Dataset entries
━━━━━━━━━━━━━━━━━━━━━━━━━━━━━━

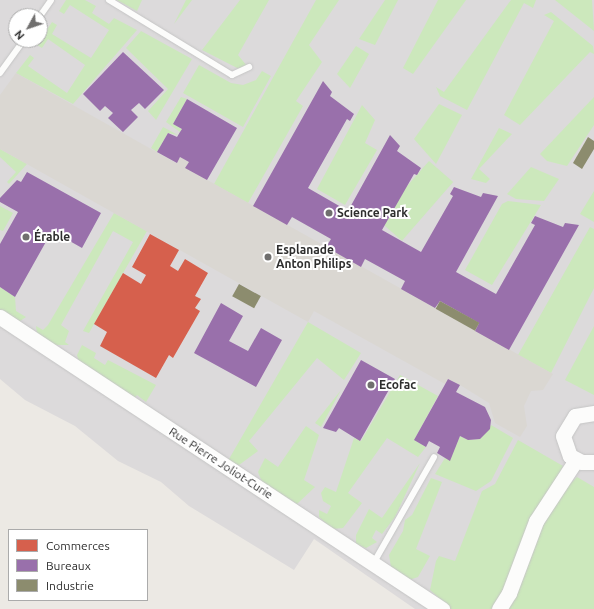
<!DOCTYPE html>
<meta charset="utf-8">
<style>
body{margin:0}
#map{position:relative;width:594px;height:609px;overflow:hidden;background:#ece9e4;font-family:Ubuntu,sans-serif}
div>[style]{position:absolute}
.industrial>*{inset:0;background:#dcdadb}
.green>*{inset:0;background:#cce8bc;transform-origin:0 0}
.plaza>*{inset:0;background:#dad7d2}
.shops>*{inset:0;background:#d6604d}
.offices>*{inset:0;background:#9970ab}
.industry>*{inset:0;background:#8c8c6e;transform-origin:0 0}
.roads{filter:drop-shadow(0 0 1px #c5c5c5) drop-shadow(0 0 1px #c5c5c5)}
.service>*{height:6px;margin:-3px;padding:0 3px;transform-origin:3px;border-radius:3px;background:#fcfcfb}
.tertiary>*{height:15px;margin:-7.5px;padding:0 7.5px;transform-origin:7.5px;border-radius:7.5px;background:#fcfcfb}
.dots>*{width:11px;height:11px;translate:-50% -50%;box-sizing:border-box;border:2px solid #fff;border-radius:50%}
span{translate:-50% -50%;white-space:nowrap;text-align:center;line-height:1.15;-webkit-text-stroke:4px #fff;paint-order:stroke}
.poi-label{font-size:12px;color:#2e2e2e;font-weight:700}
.left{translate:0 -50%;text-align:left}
.street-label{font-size:12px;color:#2e2e2e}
.legend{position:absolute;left:8px;top:529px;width:140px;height:72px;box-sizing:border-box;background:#fff;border:1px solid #ababab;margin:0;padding:5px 7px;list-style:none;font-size:12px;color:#2e2e2e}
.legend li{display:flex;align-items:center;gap:8px;height:20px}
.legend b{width:20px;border:1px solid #ababab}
.north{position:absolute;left:8px;top:8px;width:40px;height:40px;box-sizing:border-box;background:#fff;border:1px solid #ababab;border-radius:50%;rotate:230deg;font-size:11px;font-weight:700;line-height:16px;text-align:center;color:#2e2e2e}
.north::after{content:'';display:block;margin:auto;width:14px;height:18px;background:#706f6e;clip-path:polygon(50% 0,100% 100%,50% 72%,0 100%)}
</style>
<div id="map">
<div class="industrial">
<i style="clip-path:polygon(evenodd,0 0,594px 0,594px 529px,551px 609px,415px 609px,314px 539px,294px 570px,189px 506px,161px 482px,118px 461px,75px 426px,25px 400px,0 379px,0 0,16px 16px,40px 16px,40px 40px,16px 40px,16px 16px)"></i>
</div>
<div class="green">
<i style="clip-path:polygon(66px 0,85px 0,96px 6px,92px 13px,109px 24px,114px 18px,137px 30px,73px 104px,16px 73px,30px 55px,34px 58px,28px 66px,67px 93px,85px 65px,48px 39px,42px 48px,37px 45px,52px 22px,57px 25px,52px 34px,91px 58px,109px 30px,70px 5px,64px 14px,59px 11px)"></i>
<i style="clip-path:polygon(117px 0,142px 0,137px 11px)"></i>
<i style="clip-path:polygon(186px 0,192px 0,174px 24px)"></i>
<i style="clip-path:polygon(240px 0,269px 0,238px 55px,247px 66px,243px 71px,202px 50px)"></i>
<i style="clip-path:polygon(316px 0,339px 0,309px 45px,322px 62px,296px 101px,303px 106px,248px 203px,214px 184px)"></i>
<i style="clip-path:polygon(385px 0,398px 0,375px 45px,359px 39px)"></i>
<i style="clip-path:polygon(438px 0,466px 0,413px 74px,403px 68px)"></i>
<i style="clip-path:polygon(511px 0,536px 0,533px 8px,524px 3px,467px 110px,440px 96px,436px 87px,444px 92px)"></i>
<i style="clip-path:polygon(555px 0,592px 0,594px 31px)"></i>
<i style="clip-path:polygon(551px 12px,593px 46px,594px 54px,590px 52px,520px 125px,504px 115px,554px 21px,544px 15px)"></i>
<i style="clip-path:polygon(141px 31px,192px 59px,156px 120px,148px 111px,168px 89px,126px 48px)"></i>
<i style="clip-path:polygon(356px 46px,369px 54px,350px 88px,337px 74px)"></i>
<i style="clip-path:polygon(199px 65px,231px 83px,243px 85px,256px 80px,262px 71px,271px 76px,243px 127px,183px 93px)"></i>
<i style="clip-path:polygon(181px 97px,187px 99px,173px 124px,182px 129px,180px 132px,166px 122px)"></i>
<i style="clip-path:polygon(594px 97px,594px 125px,567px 166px,547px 161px,540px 154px)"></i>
<i style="clip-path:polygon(439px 104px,462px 115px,436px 164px,414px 139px)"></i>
<i style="clip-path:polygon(362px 105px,375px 120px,365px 143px,377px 150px,345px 205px,317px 189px)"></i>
<i style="clip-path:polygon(163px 127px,178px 135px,168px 133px,157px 152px,151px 148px)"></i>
<i style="clip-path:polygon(499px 128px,512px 134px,479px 169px,490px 179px,486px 183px,471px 179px)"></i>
<i style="clip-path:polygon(0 149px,27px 164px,9px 184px,7px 182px,16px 172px,0 157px)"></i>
<i style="left:429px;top:161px;width:32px;height:78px;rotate:41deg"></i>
<i style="clip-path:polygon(531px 167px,559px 179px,544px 201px,516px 199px,507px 194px)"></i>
<i style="clip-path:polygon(594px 191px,594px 222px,580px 214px)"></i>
<i style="clip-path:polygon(508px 201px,541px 205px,492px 285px,465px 270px,502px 204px)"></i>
<i style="clip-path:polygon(0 206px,13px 213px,3px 231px,0 230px)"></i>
<i style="clip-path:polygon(114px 213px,147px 231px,89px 333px,83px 331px,133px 242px,113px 231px,61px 325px,69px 331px,65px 342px,69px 345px,52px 345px,37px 334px,36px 326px,43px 330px,48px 325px)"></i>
<i style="clip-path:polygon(590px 227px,594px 229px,594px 288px,551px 373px,518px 355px)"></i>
<i style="clip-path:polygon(0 287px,15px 297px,16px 311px,26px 317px,20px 321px,0 310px)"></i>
<i style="clip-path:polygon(308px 322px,361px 353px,344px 380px,317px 358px,249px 441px,258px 451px,239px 465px,231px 462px,229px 459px)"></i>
<i style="clip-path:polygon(594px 326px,594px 395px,565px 380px)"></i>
<i style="clip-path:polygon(82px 345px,96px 353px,94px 358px,105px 365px,108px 360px,156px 385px,146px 402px,137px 395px,134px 399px,79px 362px,77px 355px)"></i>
<i style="clip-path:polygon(400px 375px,438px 396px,414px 440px,426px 447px,418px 457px,387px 438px,348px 493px,362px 503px,343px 528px,332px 529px,319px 517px,319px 510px,327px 514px,331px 506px,323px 501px,321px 493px,325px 487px,336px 492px,354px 438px,361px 441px)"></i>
<i style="clip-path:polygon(341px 390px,321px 427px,315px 423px)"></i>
<i style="clip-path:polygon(491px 425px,513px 438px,491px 481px,476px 491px,435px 474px,445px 458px,450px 460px,460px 436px,468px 440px,480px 439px)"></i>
<i style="clip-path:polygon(306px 426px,319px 435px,304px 480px,315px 487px,297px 504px,262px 482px,258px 472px,265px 458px,278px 467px)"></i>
<i style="clip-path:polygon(518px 440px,563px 466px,498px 601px,491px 609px,451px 609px,430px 590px,436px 561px,439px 556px,455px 561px,482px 491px,495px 484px)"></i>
<i style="clip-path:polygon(420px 463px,395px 517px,382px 534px,376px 530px,372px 538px,377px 542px,366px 548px,356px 544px,356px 535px,369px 509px,382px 518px)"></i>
<i style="clip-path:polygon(577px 477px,594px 487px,594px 609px,507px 609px,545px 521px,563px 491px)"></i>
<i style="clip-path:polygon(431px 478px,442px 482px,416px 549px,430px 556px,418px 577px,409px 580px,391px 567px,389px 555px,403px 531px,405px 520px,412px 515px)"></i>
</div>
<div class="plaza">
<i style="clip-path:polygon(16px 73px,176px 163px,180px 157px,189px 162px,186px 168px,553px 374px,543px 390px,531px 391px,524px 406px,527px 426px,520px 437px,495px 423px,489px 403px,460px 385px,448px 379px,445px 384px,314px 311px,308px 322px,0 149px,0 95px)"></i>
</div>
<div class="shops">
<i style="clip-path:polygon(150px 234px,179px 250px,170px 266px,178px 271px,185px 259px,208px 273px,195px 296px,201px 299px,195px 308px,200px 311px,173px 358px,169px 355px,156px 378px,100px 346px,107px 332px,94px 324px,123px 273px,141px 284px,146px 275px,132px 267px)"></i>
</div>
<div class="offices">
<i style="clip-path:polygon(123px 52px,164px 90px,145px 109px,139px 103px,131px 110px,138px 117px,123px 132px,108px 118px,113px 113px,105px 106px,100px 111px,83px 94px)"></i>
<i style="clip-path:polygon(323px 81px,332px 92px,330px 96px,354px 114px,350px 121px,347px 119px,308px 188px,348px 211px,390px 135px,400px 146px,397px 151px,421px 168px,417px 175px,414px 174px,382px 230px,421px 252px,453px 196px,450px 194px,454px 187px,481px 197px,483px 193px,498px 196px,456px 272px,496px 294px,535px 225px,531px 223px,535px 216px,563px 227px,565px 223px,579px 225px,509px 350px,475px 331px,479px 323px,440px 301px,435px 308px,401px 289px,405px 281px,365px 259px,361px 267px,326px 247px,331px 239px,292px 217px,287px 225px,253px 206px)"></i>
<i style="clip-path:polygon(187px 99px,237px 128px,207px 180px,185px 168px,189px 162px,180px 157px,177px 163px,157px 152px,168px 133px,177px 137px,180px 132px,182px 129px,173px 124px)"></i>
<i style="clip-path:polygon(27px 172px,101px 213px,82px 248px,52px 231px,15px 297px,0 287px,0 244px,18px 212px,0 202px,0 198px,17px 180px,21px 182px)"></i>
<i style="clip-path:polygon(221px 303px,243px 316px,229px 341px,248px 351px,261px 328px,282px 340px,256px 387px,194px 353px)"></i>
<i style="clip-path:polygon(361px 360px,395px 379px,360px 441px,339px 428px,336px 432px,323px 428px)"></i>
<i style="clip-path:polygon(448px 379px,460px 385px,456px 392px,485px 407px,491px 420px,490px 429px,480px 439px,468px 440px,460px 436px,450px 461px,437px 453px,440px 447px,429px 441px,426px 447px,414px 440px)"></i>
</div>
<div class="industry">
<i style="clip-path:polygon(588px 137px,594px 141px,594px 149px,582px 169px,573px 163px)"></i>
<i style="left:239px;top:284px;width:25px;height:14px;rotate:29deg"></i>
<i style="left:440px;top:301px;width:45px;height:9px;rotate:29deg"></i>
</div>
<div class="roads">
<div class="service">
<i style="left:109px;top:0;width:144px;rotate:31.4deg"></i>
<i style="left:232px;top:75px;width:19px;rotate:-25deg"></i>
<i style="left:40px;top:16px;width:19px;rotate:-55deg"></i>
<i style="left:0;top:73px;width:41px;rotate:-54deg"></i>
<i style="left:373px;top:564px;width:123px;rotate:-60.3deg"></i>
</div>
<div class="tertiary">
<i style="left:0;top:317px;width:530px;rotate:33.45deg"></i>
<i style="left:594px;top:413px;width:19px;rotate:171deg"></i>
<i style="left:575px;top:416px;width:23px;rotate:121deg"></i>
<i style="left:563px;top:436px;width:21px;rotate:71deg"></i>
<i style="left:570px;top:456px;width:13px;rotate:27deg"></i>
<i style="left:582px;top:462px;width:12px"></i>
<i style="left:499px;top:609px;width:19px;rotate:-58deg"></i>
<i style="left:509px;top:593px;width:77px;rotate:-69.4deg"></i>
<i style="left:536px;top:521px;width:73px;rotate:-56.7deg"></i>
</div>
</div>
<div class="dots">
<i style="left:329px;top:213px;background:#706f6e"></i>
<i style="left:26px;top:237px;background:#706f6e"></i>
<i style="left:268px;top:257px;background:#706f6e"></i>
<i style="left:371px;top:385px;background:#706f6e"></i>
</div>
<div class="poi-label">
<span class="left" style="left:337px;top:213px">Science Park</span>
<span class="left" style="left:34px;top:237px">Érable</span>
<span class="left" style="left:276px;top:257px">Esplanade<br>Anton Philips</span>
<span class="left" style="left:379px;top:385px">Ecofac</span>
</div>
<div class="street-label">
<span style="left:221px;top:463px;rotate:33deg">Rue Pierre Joliot-Curie</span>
</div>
<ul class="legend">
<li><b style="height:11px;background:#d6604d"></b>Commerces</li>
<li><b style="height:11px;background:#9970ab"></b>Bureaux</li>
<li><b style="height:11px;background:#8c8c6e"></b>Industrie</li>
</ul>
<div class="north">N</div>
</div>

━━━━━━━━━━━━━━━━━━━━━━━━━━━━━━

Work request |
Provide only the count of lines above in which the word "green" occurs.

Problem solution |
2